After her visit to the house in Half Moon Street she began to see a great deal of Leo Ulford. Carey had been right when he said that they would get on together. She understood him easily and thoroughly, and for that very reason he was attracted by her. Men delight to feel that a woman is understanding them; women that no man can ever understand them.
Under the subtle influence of Lady Holme's complete comprehension of him, Leo Ulford's nature expanded, stretched itself as his long legs stretched themselves when his mind was purring. There was not much in him to reveal, but what there was he revealed, and Lady Holme seemed to be profoundly interested in the contents of his soul.
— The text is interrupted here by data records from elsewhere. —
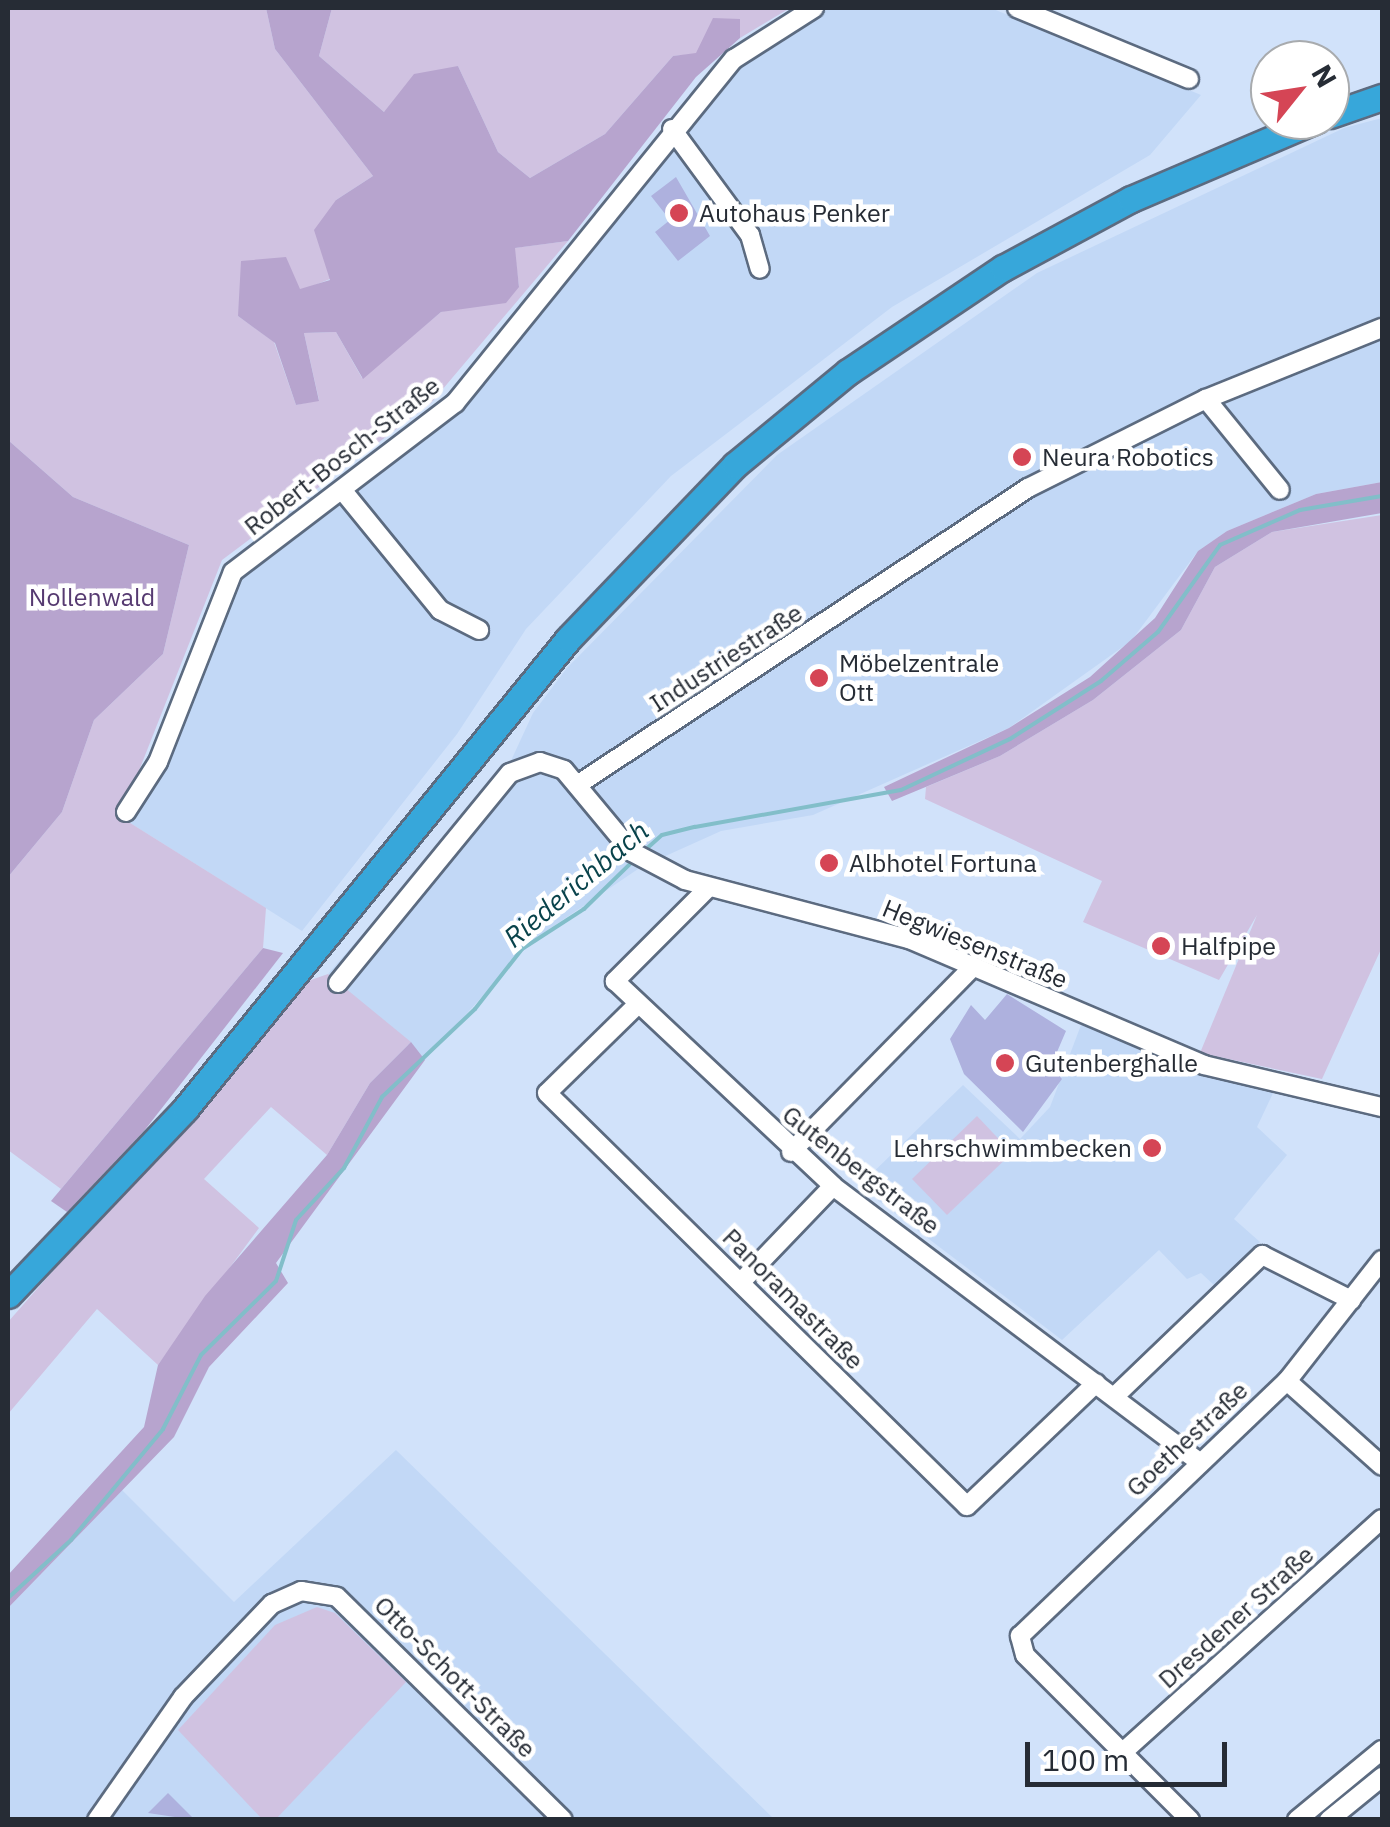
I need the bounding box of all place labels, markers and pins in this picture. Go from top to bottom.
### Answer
place label: Autohaus Penker [699,198,890,228]
marker: Autohaus Penker [668,202,690,224]
place label: Neura Robotics [1042,442,1214,472]
marker: Neura Robotics [1011,446,1033,468]
place label: Möbelzentrale Ott [839,649,999,708]
marker: Möbelzentrale Ott [808,667,830,689]
place label: Albhotel Fortuna [849,848,1037,878]
marker: Albhotel Fortuna [818,852,840,874]
place label: Halfpipe [1181,931,1276,961]
marker: Halfpipe [1150,935,1172,957]
place label: Gutenberghalle [1025,1048,1198,1078]
marker: Gutenberghalle [994,1052,1016,1074]
place label: Lehrschwimmbecken [893,1133,1132,1163]
marker: Lehrschwimmbecken [1141,1137,1163,1159]

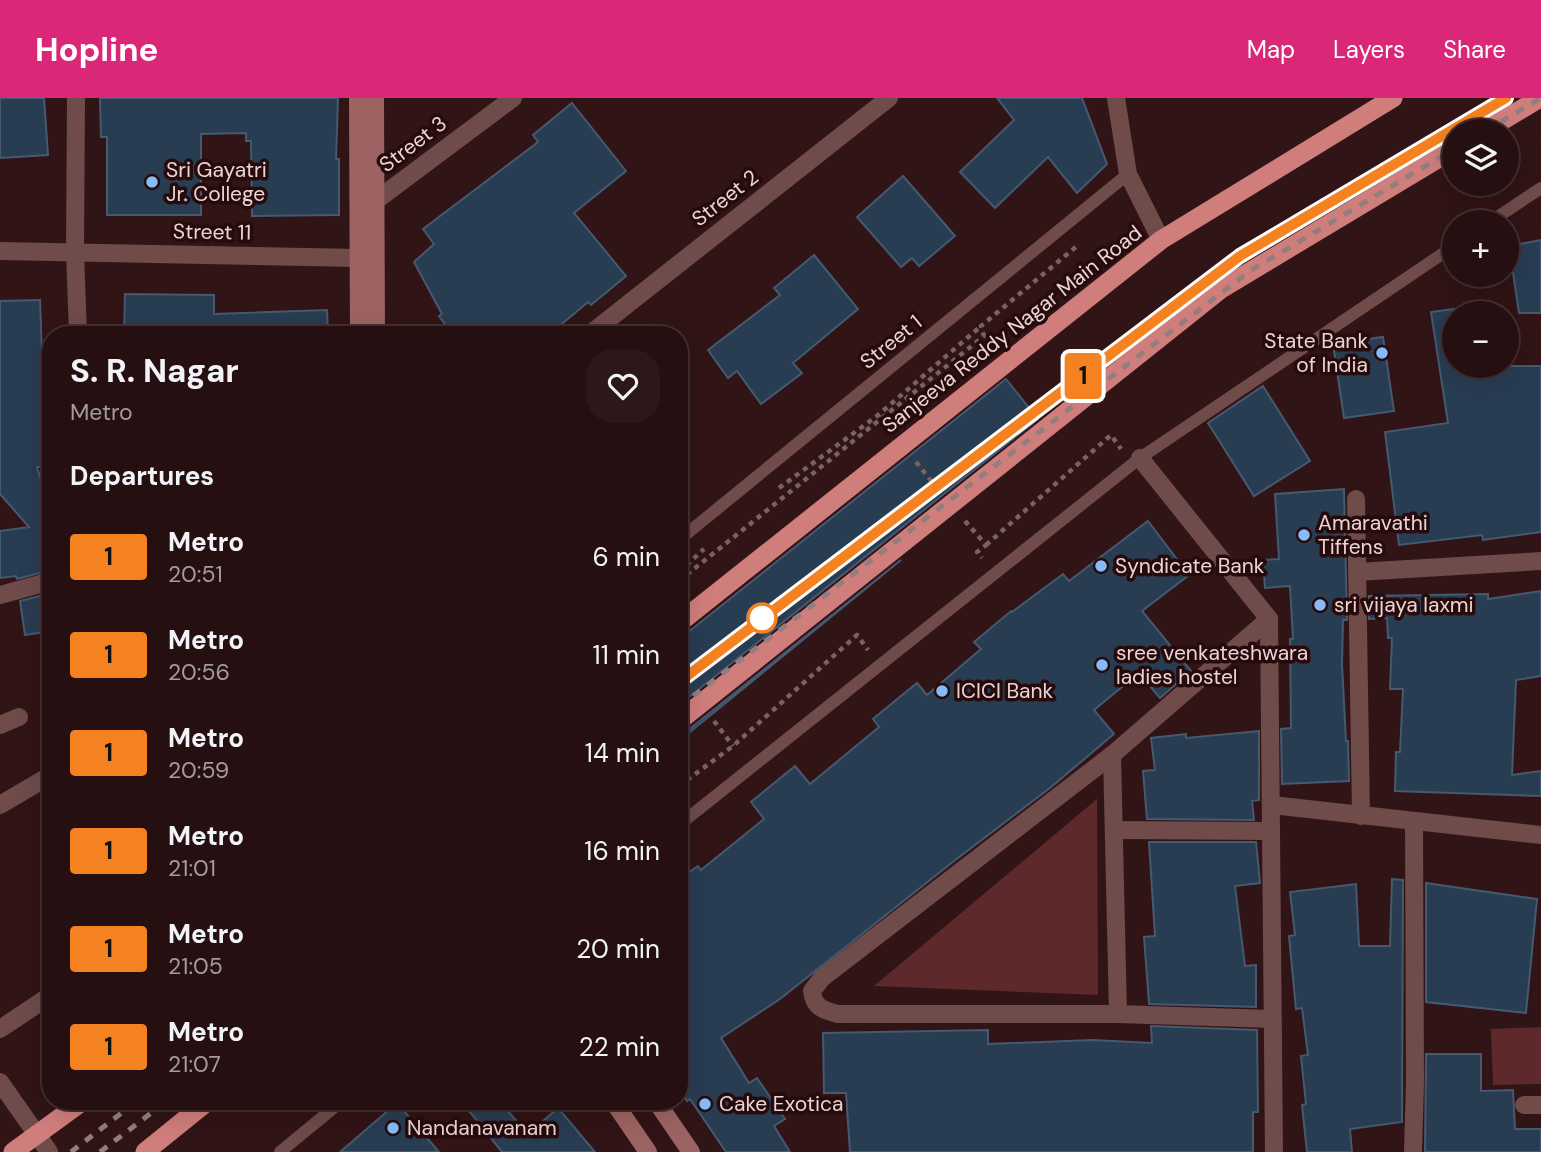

But she was not interested in the contents of his soul in public places on which the world's eye is fixed. She refused to allow Leo to do what he desired, and assumed an air of almost possessive friendship before Society. His natural inclination for the blatant was firmly checked by her. She cared nothing for him really, but her woman's instinct had divined that he was the type of man most likely to rouse the slumbering passion of Fritz, if Fritz were led to suspect that she was attracted to him. Men like Lord Holme are most easily jealous of the men who most closely resemble them. Their conceit leads them to put an exaggerated value upon their own qualities in others, upon the resemblance to their own physique exhibited by others.
Leo Ulford was rather like a younger and coarser Lord Holme. In him Lady Holme recognised an effective weapon for the chastisement, if not for the eventual reclamation, of her husband. It was characteristic of her that this was the weapon she chose, the weapon she still continued to rely on even after her conversation with Robin Pierce. Her faith in white angels was very small. Perpetual contact with the world of to-day, with life as lived by women of her order, had created within her far other faiths, faiths in false gods, a natural inclination to bow the knee in the house of Rimmon rather than before the altars guarded by the Eternities.
And then--she knew Lord Holme; knew what attracted him, what stirred him, what moved him to excitement, what was likely to hold him. She felt sure that he and such men as he yield the homage they would refuse to the angel to the siren. Instead of seeking the angel within herself, therefore, she sought the siren. Instead of striving to develope that part of her which was spiritual, she fixed all her attention upon that part of her which was fleshly, which was physical. She neglected the flame and began to make pretty patterns with the ashes.